Source data:
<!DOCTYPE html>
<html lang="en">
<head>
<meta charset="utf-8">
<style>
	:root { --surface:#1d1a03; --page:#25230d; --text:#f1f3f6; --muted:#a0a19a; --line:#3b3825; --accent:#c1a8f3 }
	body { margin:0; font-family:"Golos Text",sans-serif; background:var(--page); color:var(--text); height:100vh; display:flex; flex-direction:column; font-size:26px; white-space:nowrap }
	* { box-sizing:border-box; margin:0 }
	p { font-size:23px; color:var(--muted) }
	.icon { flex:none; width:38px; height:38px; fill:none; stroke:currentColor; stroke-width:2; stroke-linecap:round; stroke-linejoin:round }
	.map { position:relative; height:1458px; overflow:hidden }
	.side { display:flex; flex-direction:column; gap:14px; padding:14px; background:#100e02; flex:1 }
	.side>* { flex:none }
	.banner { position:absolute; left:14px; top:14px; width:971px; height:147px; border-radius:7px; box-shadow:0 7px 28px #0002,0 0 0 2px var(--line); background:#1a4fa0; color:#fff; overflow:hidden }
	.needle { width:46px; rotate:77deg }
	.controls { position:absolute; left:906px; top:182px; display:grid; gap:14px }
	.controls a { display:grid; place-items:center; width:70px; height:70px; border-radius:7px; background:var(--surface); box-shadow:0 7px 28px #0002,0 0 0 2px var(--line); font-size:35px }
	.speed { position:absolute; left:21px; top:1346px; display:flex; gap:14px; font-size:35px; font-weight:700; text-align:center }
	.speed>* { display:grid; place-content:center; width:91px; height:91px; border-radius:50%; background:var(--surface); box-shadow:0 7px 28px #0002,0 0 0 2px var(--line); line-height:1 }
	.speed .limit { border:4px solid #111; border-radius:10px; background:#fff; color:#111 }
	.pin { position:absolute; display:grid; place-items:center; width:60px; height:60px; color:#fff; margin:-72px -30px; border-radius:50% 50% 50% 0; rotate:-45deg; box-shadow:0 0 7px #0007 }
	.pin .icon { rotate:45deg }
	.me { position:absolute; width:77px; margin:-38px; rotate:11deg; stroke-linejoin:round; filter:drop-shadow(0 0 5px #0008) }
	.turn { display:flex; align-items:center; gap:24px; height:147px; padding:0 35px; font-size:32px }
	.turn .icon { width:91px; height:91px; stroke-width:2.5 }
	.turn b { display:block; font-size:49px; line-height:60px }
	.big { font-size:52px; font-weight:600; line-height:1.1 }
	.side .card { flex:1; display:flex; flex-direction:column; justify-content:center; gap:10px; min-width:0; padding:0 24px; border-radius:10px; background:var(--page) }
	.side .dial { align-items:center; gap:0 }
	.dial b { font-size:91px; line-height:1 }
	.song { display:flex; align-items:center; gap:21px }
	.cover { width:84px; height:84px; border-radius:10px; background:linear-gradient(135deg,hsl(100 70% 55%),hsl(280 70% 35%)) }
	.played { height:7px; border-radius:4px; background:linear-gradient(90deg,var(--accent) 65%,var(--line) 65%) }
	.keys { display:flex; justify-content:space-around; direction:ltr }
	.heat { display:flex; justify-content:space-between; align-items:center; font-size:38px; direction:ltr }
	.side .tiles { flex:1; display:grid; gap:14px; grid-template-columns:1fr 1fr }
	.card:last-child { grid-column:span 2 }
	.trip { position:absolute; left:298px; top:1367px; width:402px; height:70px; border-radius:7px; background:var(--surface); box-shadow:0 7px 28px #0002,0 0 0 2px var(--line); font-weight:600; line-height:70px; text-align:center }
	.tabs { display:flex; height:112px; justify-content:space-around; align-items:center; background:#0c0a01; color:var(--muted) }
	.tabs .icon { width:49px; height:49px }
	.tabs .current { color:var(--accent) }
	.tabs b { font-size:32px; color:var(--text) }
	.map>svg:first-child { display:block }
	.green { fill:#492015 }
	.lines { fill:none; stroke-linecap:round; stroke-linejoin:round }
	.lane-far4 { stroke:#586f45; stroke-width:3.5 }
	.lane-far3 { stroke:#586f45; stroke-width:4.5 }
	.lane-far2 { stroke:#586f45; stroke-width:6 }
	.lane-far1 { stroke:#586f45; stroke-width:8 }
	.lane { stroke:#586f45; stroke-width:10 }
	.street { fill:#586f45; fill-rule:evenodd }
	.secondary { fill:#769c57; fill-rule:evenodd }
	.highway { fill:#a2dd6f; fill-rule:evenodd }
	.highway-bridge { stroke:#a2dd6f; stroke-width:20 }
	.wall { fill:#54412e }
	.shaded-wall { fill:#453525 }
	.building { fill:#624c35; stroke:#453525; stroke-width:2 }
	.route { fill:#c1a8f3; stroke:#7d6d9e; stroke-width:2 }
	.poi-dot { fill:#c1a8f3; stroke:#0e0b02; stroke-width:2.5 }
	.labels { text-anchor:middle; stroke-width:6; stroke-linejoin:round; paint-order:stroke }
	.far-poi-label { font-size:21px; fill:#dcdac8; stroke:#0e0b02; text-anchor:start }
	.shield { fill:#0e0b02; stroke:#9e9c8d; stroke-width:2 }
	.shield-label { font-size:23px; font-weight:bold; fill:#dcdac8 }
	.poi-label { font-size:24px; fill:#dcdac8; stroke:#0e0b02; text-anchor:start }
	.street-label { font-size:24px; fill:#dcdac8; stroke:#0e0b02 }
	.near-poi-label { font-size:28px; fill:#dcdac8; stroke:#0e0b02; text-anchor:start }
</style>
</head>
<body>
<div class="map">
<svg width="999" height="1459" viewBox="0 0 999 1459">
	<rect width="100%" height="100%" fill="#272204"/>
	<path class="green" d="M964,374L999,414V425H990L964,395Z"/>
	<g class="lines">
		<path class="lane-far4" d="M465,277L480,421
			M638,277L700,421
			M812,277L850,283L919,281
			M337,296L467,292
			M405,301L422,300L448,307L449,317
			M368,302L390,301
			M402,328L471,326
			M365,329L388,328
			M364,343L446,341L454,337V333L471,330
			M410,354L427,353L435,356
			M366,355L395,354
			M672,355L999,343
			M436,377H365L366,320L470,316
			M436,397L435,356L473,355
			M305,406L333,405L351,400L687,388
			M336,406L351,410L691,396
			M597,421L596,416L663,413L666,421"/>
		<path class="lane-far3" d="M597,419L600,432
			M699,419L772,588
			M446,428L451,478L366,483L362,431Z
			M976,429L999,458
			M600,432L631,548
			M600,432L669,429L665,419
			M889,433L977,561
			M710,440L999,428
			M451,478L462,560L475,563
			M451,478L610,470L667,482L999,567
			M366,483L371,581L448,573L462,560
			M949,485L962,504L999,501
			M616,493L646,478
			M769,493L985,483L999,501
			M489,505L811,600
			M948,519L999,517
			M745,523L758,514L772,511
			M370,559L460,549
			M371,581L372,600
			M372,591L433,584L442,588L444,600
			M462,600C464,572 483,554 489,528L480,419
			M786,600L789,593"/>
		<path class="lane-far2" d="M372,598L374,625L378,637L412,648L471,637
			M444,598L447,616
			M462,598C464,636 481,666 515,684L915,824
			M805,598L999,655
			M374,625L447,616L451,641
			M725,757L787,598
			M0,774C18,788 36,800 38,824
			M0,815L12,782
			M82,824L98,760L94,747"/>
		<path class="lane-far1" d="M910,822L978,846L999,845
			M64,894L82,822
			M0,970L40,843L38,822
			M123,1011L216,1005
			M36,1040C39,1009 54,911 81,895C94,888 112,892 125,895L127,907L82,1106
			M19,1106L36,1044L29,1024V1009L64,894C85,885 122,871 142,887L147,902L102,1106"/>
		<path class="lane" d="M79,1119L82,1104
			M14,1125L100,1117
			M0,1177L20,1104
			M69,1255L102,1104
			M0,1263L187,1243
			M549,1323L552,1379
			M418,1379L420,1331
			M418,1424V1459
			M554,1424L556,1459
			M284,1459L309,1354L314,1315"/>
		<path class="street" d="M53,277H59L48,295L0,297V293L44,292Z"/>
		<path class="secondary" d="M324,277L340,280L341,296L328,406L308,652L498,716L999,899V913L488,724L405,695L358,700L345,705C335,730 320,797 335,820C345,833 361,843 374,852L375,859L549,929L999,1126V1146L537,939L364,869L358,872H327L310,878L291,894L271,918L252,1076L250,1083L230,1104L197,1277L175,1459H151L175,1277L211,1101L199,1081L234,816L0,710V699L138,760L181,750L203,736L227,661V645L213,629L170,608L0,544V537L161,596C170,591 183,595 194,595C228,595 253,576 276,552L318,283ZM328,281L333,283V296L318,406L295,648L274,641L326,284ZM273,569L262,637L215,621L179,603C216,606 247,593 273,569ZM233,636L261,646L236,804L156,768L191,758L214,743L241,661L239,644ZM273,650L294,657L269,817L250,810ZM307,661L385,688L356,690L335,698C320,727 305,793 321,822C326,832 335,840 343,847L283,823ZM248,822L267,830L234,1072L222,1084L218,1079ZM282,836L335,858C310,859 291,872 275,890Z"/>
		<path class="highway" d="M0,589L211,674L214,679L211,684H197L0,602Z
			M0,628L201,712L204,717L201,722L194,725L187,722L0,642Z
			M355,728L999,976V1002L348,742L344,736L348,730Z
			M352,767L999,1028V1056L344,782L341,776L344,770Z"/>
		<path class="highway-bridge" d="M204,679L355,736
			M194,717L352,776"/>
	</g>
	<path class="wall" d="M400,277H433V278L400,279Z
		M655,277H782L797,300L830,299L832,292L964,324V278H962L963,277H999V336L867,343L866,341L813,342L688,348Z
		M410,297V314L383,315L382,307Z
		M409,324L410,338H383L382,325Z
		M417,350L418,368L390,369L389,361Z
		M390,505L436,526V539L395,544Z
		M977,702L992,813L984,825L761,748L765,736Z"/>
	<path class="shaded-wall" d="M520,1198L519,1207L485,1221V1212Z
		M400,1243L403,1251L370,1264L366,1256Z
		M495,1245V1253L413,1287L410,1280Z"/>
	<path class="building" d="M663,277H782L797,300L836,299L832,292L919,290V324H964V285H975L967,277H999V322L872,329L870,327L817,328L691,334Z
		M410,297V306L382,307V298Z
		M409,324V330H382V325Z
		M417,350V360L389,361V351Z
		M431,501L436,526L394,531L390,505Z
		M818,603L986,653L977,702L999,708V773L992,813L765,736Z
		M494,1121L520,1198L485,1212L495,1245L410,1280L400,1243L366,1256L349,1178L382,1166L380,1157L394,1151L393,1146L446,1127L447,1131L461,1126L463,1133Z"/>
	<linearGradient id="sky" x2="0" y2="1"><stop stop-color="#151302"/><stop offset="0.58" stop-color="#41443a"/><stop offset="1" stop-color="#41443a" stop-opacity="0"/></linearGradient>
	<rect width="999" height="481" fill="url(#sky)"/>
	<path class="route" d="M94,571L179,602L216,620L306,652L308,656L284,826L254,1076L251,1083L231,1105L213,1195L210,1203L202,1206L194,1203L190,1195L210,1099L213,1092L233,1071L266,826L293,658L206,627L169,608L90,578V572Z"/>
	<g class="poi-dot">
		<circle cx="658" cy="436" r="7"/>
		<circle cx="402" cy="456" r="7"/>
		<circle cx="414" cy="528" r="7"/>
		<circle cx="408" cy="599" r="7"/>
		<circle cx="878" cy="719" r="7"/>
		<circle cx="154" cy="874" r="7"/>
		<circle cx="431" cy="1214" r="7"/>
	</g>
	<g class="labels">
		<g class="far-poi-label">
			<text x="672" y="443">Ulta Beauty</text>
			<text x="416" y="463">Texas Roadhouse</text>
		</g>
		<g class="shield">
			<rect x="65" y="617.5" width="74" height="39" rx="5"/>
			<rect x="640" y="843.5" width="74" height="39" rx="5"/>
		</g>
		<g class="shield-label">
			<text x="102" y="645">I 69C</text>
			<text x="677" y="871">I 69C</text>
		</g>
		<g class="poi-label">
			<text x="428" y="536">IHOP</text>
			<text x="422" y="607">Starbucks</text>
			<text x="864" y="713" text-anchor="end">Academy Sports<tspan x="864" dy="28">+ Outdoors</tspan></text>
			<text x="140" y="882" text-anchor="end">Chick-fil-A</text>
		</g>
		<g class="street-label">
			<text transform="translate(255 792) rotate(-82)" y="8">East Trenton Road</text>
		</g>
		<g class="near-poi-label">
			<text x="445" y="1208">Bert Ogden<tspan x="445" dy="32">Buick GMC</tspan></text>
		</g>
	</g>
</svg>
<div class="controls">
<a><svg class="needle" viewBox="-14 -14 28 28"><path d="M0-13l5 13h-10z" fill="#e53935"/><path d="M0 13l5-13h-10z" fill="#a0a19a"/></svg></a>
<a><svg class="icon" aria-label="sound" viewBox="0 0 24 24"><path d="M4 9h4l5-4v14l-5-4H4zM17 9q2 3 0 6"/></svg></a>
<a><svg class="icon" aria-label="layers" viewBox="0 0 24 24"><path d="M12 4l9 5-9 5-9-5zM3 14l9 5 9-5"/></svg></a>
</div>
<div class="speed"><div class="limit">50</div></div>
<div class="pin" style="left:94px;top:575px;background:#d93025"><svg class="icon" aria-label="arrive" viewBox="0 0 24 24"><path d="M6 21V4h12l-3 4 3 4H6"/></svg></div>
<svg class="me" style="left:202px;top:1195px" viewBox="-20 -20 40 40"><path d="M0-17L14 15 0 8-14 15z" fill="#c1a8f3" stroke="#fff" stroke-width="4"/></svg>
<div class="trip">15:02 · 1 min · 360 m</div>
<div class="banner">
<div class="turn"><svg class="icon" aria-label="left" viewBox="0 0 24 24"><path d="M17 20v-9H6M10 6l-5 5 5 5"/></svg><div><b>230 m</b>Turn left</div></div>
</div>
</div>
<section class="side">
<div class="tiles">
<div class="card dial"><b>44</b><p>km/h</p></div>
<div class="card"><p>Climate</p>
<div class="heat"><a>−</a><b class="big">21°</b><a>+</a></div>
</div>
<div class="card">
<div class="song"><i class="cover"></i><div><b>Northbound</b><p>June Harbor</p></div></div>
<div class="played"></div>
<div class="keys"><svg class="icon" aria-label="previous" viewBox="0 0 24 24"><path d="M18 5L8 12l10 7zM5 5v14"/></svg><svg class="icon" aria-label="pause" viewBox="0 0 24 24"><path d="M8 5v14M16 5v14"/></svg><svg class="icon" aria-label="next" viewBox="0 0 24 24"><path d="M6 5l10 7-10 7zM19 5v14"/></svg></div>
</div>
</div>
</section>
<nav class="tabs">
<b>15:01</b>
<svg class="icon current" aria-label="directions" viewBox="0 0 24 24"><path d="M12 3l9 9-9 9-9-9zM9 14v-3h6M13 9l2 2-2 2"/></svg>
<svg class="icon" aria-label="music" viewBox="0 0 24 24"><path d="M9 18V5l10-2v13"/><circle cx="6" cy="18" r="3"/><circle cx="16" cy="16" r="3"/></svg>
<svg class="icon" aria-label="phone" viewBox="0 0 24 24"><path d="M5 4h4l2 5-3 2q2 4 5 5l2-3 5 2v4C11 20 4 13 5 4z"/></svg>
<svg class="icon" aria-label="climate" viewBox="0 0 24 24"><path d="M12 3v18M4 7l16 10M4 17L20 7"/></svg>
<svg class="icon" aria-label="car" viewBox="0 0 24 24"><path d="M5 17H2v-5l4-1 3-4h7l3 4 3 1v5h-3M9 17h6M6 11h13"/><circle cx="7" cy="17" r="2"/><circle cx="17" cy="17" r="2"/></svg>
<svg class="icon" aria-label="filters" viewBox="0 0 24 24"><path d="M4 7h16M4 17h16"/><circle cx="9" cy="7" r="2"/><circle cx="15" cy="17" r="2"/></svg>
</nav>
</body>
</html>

Goal of the exercise:
If a line in the records has the word "banner", copy that line.

Response to this exercise:
	.banner { position:absolute; left:14px; top:14px; width:971px; height:147px; border-radius:7px; box-shadow:0 7px 28px #0002,0 0 0 2px var(--line); background:#1a4fa0; color:#fff; overflow:hidden }
<div class="banner">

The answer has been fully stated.